Post
Topic
Board Trading Discussion
Re: Discussion for MtGox trade data downloader
by
nitrous
on 18/12/2013, 17:39:49 UTC
...

Hmm, some really strange stuff happening... Firstly, showing up as 1.07 GB - I just realised that the tool will create a duplicate index, I should have thought about that. It's not really a problem except for taking a few minutes the first time you load it up and increasing the file size more than necessary, otherwise though it shouldn't affect your usage.

Yeah sorry about that - the format I was asked to support only went down to second resolution, so the microsecond resolution isn't present. In fact, microsecond resolution isn't even available for the first 218868 ticks. Unfortunately there's so many different possible formats I could export to, so I picked a few and stuck with them (although obviously the dump contains all the raw data unfiltered). If there's one you really want then I could release a new version of the tool with that supported, but if you want to manipulate the data into more formats or more than you can do in Excel consider playing around with Python and seeing what you can do with it Smiley

Excel is being very weird - if you notice, it's taking the minute and seconds and converting them into a new millisecond value for some very strange reason, such as 17:48:56 -> 17:48:56:4856. There's no imperative for it to do this.

Yes, the first data source is the Google BigQuery database, the second is the MtGox HTTP API, and the third is the MtGox Socket API -- basically the socket API is used to just collect the last few trades in real time.

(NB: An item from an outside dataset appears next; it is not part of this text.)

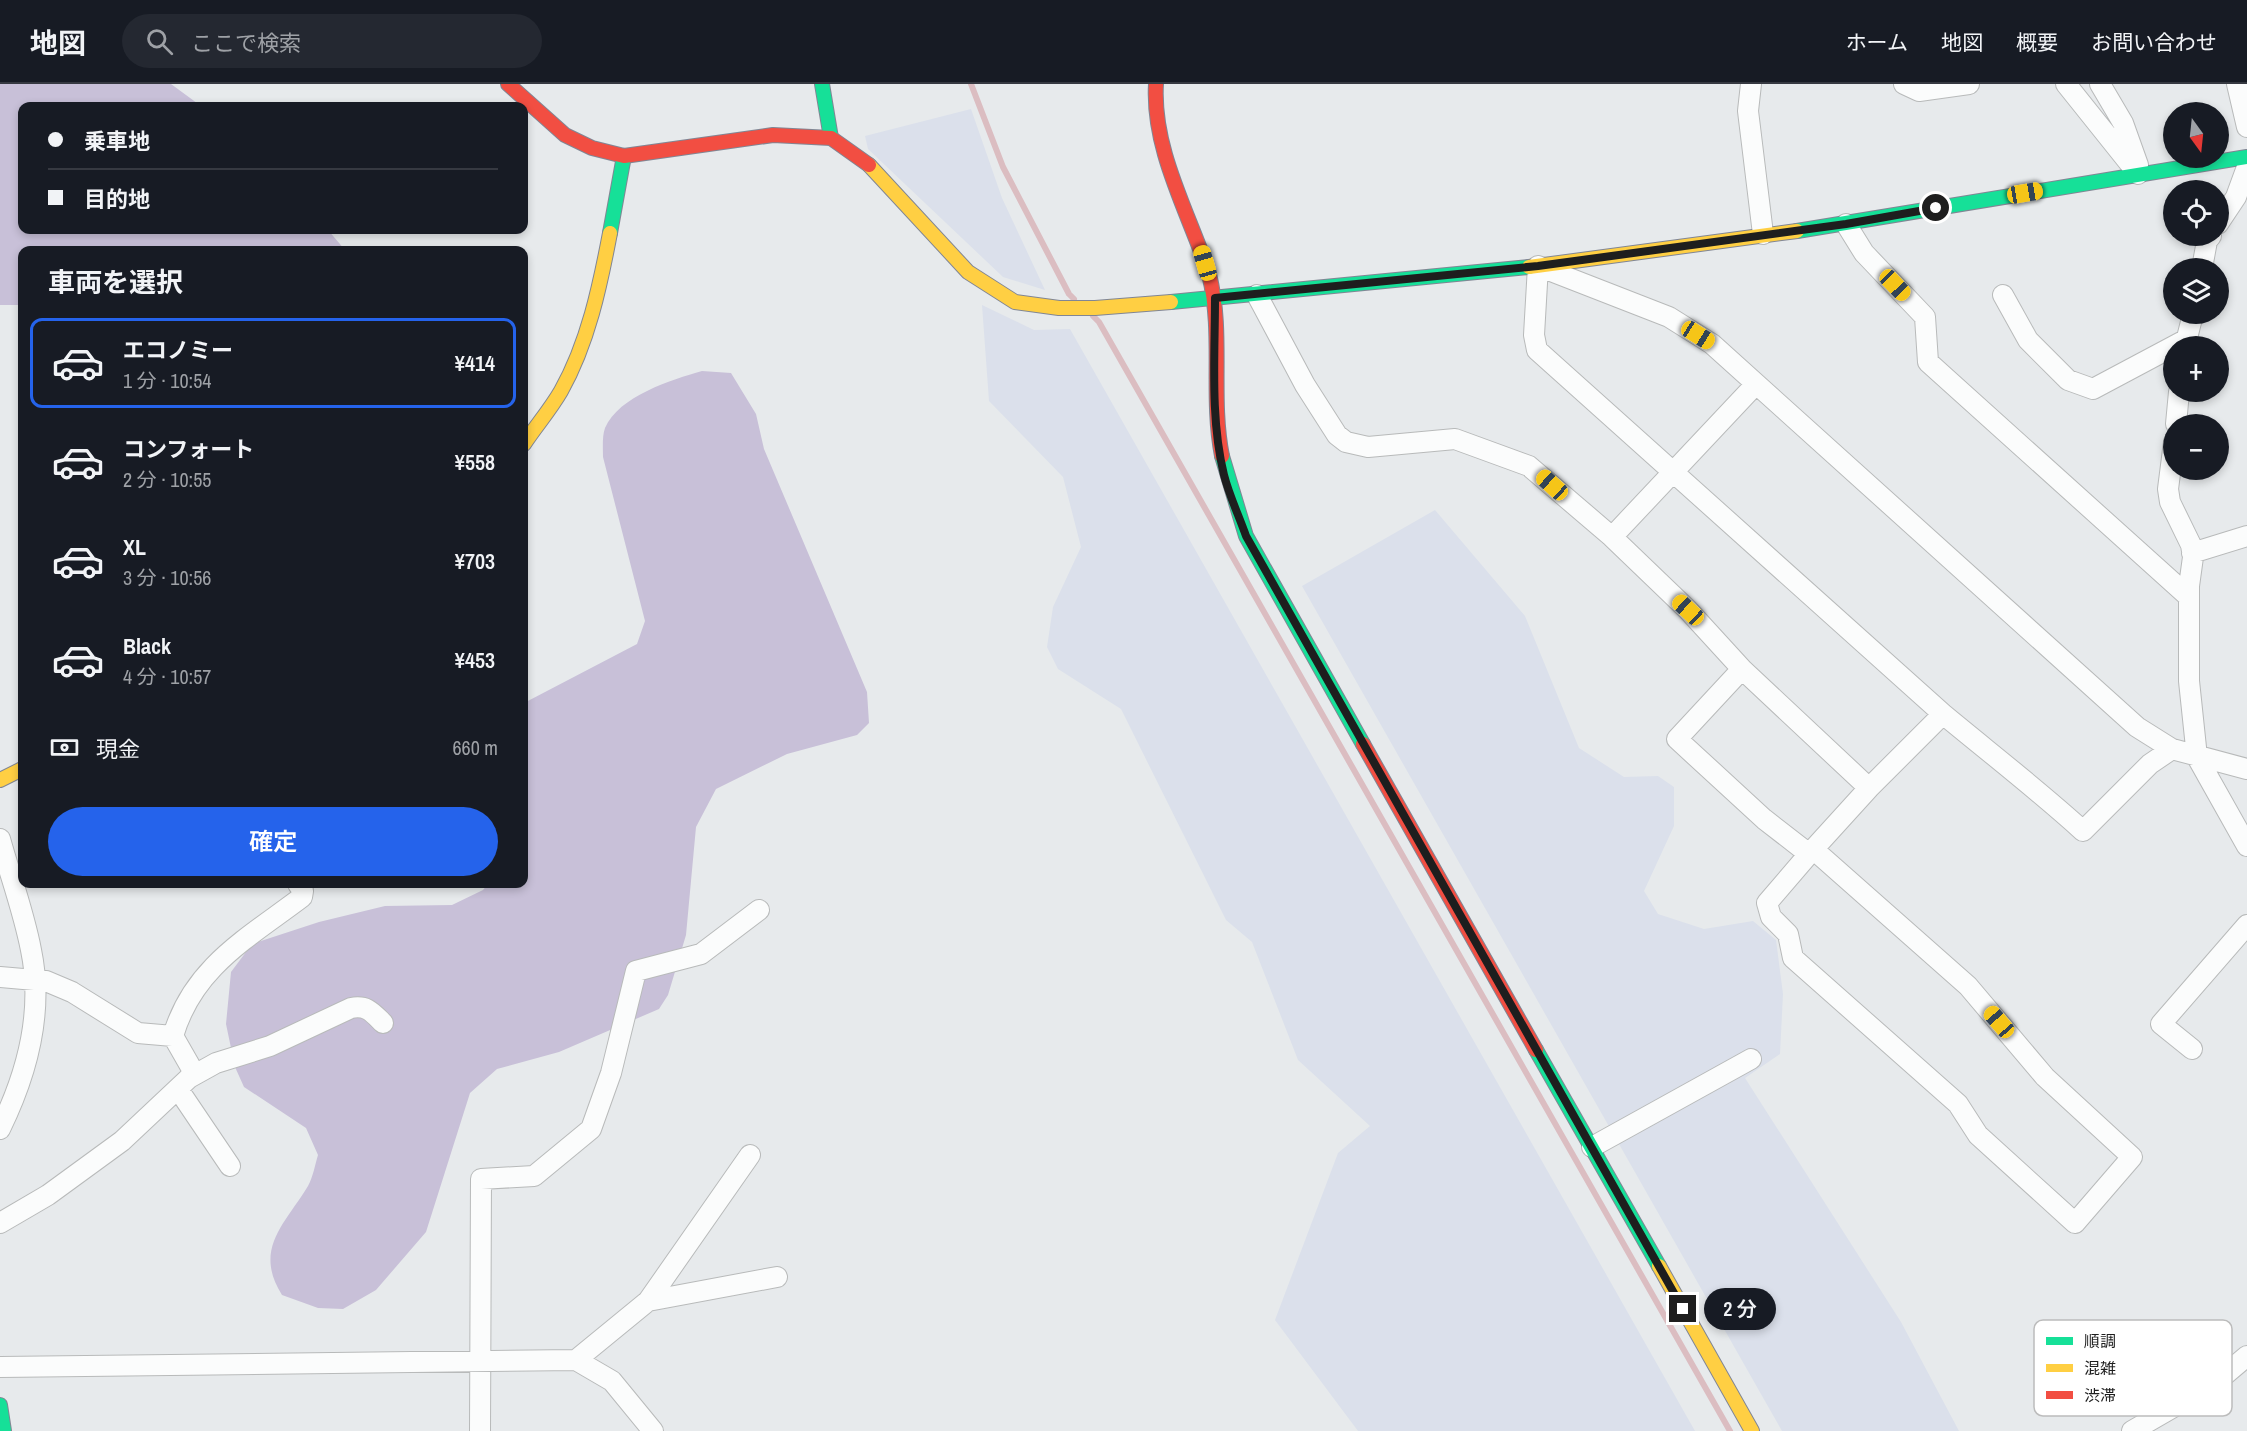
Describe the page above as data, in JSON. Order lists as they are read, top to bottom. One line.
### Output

If you're going to cut them out, then you can cut out the last few minutes, half an hour to be safe, of the data, and just the one day on May 23rd (although really there shouldn't be any discrepancy, the data should be exact).

Yes, the large jump is because MtGox changed recording format -- Money_Trade__, otherwise known as the TID/Trade ID, used to be a (mostly) sequential integer, then it became a microsecond timestamp afterwards (coinciding with that closure, I believe). It doesn't make a difference to the data though, all ticks should still be present, it's just a curiosity. Of course, this discontinuity will probably have some effect on the prices around that time, so you might want to exclude a few days ± around that point for that reason as it might mess up your backtesting.